Dear Network and Security Monitoring people :
We are pleased to announce that Trisul 2.4 is immediately available for download.
Please visit the download page to get the latest packages.
We have packages available for :
- CentOS 6.2 - 64 bits (recommended)
- CentOS 5.8 - 64 bits
- Ubuntu 10.04 64 bits
- Ubuntu 10.04 32 bits
Trisul 2.4 introduces an API called Trisul Remote Protocol. You can write scripts in a language of your choice (Ruby, Python) and perform complex analysis tasks. Apart from other new features listed below - a major performance improvement is dramatically lesser CPU usage of Trisul.
Trisul Remote Protocol
Secure remote scripting of tasks. Write simple scripts in Ruby to perform complex multi stage tasks. For example pull up a list of all flows to China or get raw packets for all priority 1 alerts.

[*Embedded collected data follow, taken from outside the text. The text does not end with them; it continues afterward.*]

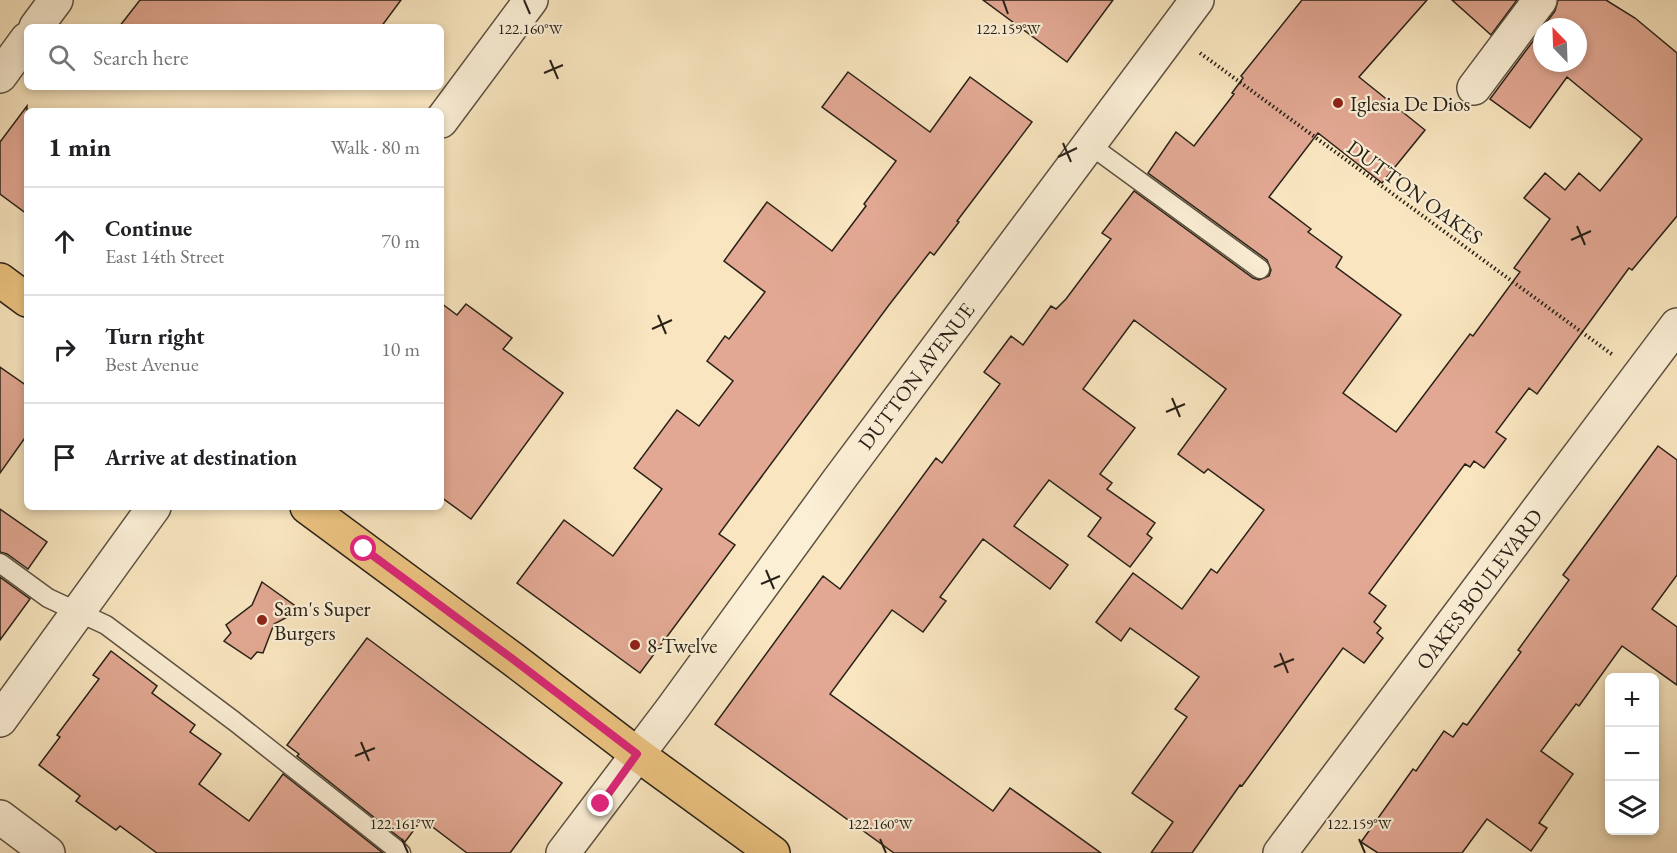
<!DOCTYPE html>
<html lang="en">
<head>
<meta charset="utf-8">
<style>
  :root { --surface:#fff; --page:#f2f2f2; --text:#202124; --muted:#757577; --line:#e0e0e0 }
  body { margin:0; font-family:"EB Garamond",serif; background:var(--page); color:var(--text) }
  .controls { position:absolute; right:18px; bottom:18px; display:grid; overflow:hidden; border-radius:9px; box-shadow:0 3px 9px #0003 }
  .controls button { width:54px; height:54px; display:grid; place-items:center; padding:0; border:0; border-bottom:2px solid var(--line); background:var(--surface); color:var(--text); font:30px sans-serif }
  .compass { position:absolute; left:1533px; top:18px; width:54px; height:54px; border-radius:50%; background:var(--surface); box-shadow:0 3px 9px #0003; rotate:337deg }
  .stop { position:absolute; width:18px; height:18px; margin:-14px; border:4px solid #db2777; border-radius:50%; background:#fff }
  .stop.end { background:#db2777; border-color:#fff; box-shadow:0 2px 6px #0008 }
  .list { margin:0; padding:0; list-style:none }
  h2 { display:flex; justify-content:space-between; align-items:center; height:78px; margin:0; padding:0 24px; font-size:26px }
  h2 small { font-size:20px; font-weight:400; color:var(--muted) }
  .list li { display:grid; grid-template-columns:39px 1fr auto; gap:18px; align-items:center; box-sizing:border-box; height:108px; padding:0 24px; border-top:2px solid var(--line) }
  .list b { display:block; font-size:22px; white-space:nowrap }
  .list p { margin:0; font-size:20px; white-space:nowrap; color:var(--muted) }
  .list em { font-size:20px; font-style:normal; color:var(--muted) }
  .icon { flex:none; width:33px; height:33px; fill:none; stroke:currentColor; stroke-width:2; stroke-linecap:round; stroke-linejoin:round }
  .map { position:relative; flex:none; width:1677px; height:853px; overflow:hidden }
  .search { position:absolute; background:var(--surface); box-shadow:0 3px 9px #0003; left:24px; top:24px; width:420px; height:66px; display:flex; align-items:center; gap:15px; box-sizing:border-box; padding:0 21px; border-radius:9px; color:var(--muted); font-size:22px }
  .panel { position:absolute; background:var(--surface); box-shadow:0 3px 9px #0003; left:24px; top:108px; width:420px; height:402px; border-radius:9px }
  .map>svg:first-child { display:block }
  .building { fill:#e2a893; stroke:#282117; stroke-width:1.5 }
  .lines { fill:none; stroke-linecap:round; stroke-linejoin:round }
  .service-casing { stroke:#5c5241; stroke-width:21 }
  .minor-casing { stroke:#5c5241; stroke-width:36 }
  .tertiary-casing { stroke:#5c5241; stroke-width:36 }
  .primary-casing { stroke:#282117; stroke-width:36 }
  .path { stroke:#282117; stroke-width:4; stroke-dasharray:1.5 3; stroke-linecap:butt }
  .service { stroke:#fbefd6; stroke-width:18 }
  .minor { stroke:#fbefd6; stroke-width:33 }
  .tertiary { stroke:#fbefd6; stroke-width:33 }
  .primary { stroke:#ecc380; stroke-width:33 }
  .route { stroke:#db2777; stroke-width:8 }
  .ticks { fill:none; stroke:#282117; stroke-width:2 }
  .poi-dot { fill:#8f2418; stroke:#fbefd6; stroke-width:2 }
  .labels { text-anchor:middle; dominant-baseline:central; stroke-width:4.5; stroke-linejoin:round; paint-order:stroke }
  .poi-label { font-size:21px; fill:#282117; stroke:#fbefd6; text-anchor:start }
  .street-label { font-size:21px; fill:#282117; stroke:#fbefd6 }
  .ticks-label { font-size:15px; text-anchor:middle; fill:#282117; stroke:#fbefd6; stroke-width:4.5; stroke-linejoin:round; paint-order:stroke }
</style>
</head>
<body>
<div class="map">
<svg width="1677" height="853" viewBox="0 0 1677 853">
  <rect width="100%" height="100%" fill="#f9e6c0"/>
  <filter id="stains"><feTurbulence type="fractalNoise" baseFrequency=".00333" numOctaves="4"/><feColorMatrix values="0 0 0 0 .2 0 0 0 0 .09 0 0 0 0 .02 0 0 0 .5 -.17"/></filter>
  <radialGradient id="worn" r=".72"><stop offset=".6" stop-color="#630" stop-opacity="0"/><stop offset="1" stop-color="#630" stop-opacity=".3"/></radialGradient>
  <!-- building -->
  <g class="building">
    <path d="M140,0H401L381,27H119Z"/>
    <path d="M983,0H1113L1067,62Z"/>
    <path d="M1302,0H1427L1359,77L1425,130L1382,183L1318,133L1269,197L1311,229L1308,232L1342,257L1336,267L1401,315L1343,393L1396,432L1470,334L1473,336L1520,272L1514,268L1550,219L1524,198L1545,173L1565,190L1579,173L1600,191L1642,139L1567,77L1530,128L1490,99L1542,29V63H1578V27H1543L1555,11L1558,0H1606L1635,18L1677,53V216L1632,270L1629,268L1537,394L1529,388L1496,432L1506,439L1484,468L1474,461L1470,467L1465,464L1369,593L1386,606L1374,622L1381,628L1377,633L1383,638L1364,663L1343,648L1242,786L1240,785L1192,853H1151L1173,822L1132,793L1187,717L1175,709L1199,677L1130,628L1121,641L1096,622L1133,573L1182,609L1211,569L1217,573L1264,510L1208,469L1204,473L1178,454L1226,389L1134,320L1083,389L1135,428L1100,474L1112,483L1107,489L1155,523L1147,534L1152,538L1130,567L1088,536L1101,518L1049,480L1014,526L1068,565L1050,589L983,539L940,597L946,601L923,632L892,610L830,694L993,811L1010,788L1101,853H894L715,724L823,576L840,589L936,458L942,463L1000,384L984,372L1011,336L1023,345L1051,306L1056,309L1066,299L1111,239L1102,233L1134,191L1253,278L1259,280L1269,276L1271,270L1267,260L1148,173L1176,132L1194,146L1234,94L1232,93L1243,78L1241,76Z"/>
    <path d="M1452,0H1517L1491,35Z"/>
    <path d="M848,72L930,132L970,77L1032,122L957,221L959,222L934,255L930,252L889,305L719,534L735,545L640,673L517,583L564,520L613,556L662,489L634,468L677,410L699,426L733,381L707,361L725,336L729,339L765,292L724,261L767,202L832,251L866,206L864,204L896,161L822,107Z"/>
    <path d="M27,106V214L0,194V142Z"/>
    <path d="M441,303L457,315L466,304L512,338L503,349L563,393L471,519L441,497Z"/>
    <path d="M0,367L27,386V435L0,473Z"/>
    <path d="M1658,446L1677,460V575L1652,609L1677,627V685L1622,646L1579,706L1576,704L1541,751L1573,774L1539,823L1547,828L1531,851L1487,819L1462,853H1378L1361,842L1413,769L1416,771L1444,731L1453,737L1463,723L1467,725L1521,652L1518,650L1569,580L1563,575Z"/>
    <path d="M0,509L47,542L28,569L7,554L0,552Z"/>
    <path d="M0,577L30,599L0,640Z"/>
    <path d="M262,582L301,610L274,624L263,653L257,652L251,659L224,641L231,633L226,625L252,605Z"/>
    <path d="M367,638L562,783L510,853H467L422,819L405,842L297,756L299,754L287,745Z"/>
    <path d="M111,651L157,686L152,693L195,725L190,732L221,754L199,784L249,821L283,774L383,853H157L120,826L116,830L76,801L80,796L39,765L60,737L57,735L99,679L93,675Z"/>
  </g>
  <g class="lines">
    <defs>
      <g id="service">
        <path d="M1090,145L1260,269"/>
        <path d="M0,563L48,598L106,625L234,721L401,853"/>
      </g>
      <g id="minor">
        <path d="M36,27L56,0"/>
        <path d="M0,76L27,39"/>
        <path d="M1474,88L1540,0"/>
        <path d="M441,121L531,0"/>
        <path d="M0,720L154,507"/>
        <path d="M0,817L48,853"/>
        <path d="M1280,853L1677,325"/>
      </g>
      <path id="tertiary" d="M563,853L672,709L838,481L1197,0"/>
      <g id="primary">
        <path d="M0,280L27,300"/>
        <path d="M307,507L514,660L637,754L773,853"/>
      </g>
    </defs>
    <!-- service casing -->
    <use href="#service" class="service-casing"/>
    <!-- minor casing -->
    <use href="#minor" class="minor-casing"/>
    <!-- tertiary casing -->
    <use href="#tertiary" class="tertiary-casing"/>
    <!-- primary casing -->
    <use href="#primary" class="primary-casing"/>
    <!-- path -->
    <path class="path" d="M1200,53L1613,355"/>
    <!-- service -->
    <use href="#service" class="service"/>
    <!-- minor -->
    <use href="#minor" class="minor"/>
    <!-- tertiary -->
    <use href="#tertiary" class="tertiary"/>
    <!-- primary -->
    <use href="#primary" class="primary"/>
  </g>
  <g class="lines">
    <!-- route -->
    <path class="route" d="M364,549L514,660L637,754L601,804"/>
  </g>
  <!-- ticks -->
  <path class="ticks" d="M524,0L530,14M1003,0L1008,14M550,60L558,79M544,73L563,65M1063,143L1071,162M1058,157L1077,148M1577,226L1585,245M1571,240L1591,231M658,315L666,334M652,329L672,320M1172,398L1180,417M1166,412L1185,404M766,570L774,589M761,584L780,576M1280,653L1288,673M1274,667L1294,659M361,742L369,761M355,756L375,748M402,839L408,853M880,839L886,853M1359,839L1365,853"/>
  <!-- markers -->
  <g class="poi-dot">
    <circle cx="1338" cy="103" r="6"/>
    <circle cx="262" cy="620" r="6"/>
    <circle cx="635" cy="645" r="6"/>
  </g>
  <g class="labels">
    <!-- poi labels -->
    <g class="poi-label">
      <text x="1350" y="103">Iglesia De Dios</text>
      <text x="274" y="608">Sam's Super<tspan x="274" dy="24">Burgers</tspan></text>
      <text x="647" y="645">8-Twelve</text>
    </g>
    <!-- street labels -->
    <g class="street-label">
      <text transform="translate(1415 192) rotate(36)">DUTTON OAKES</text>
      <text transform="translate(916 376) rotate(-53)">DUTTON AVENUE</text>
      <text transform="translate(1479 589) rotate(-53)">OAKES BOULEVARD</text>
    </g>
  </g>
  <g class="ticks-label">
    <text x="530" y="34">122.160°W</text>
    <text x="1008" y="34">122.159°W</text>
    <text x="402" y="829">122.161°W</text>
    <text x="880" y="829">122.160°W</text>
    <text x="1359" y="829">122.159°W</text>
  </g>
  <rect width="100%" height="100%" filter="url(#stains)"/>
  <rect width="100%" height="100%" fill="url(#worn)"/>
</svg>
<div class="controls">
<button>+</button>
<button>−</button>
<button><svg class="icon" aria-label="layers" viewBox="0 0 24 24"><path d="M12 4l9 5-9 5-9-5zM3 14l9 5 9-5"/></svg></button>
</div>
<svg class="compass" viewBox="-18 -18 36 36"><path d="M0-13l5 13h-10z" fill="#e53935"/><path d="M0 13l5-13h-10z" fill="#757577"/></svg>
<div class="stop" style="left:364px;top:549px"></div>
<div class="stop end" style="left:601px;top:804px"></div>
<div class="search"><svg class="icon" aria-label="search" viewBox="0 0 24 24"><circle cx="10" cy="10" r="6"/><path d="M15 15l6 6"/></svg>Search here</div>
<section class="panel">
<h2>1 min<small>Walk · 80 m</small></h2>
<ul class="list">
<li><svg class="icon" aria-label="ahead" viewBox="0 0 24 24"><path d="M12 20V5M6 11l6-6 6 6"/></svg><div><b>Continue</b><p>East 14th Street</p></div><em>70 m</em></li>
<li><svg class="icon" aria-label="right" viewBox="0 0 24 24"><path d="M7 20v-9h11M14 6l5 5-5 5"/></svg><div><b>Turn right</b><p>Best Avenue</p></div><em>10 m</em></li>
<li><svg class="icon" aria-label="arrive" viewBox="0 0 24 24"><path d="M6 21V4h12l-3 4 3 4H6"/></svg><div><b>Arrive at destination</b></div></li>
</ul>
</section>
</div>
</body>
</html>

We have released several sample scripts to get you started. See here for more
Alerts can now be sent to syslog
You can send all types of alerts - threshold crossing, flow tracker, badfellas (blacklist) and IDS alerts to a syslog collector.
New subscriber reports
If you are a service provider, you can use a new Subscriber Report that will breakout all activity of a user in a summary view and a detailed (deep) view. You can set bandwidth limits and flag excess usage.
Major reduction in CPU usage
The earlier versions of Trisul would demonstrate a high CPU usage especially in lightly loaded networks. We have fixed internal locking strategies to dramatically reduce the CPU usage. We have also tightened memory usage significantly.
Enhancements & Fixes
- Fix error with Phishtank blacklisting
- Can now specify fixed high numbered TCP/UDP ports as server ports
- Slew of improvements to packet based drilldown
- Better performance of flow based drilldowns
- Websockets now compatible with latest versions of Firefox/Chrome
- Better packaging - allow independent installs of trisul and plugins
- Over 80 other fixes
All users of Trisul are encouraged to update their installations. Instruction for upgrade are at http://trisul.org/docs/install/migration.html
All data will be retained after the update.
Thanks for your wonderful support for Trisul.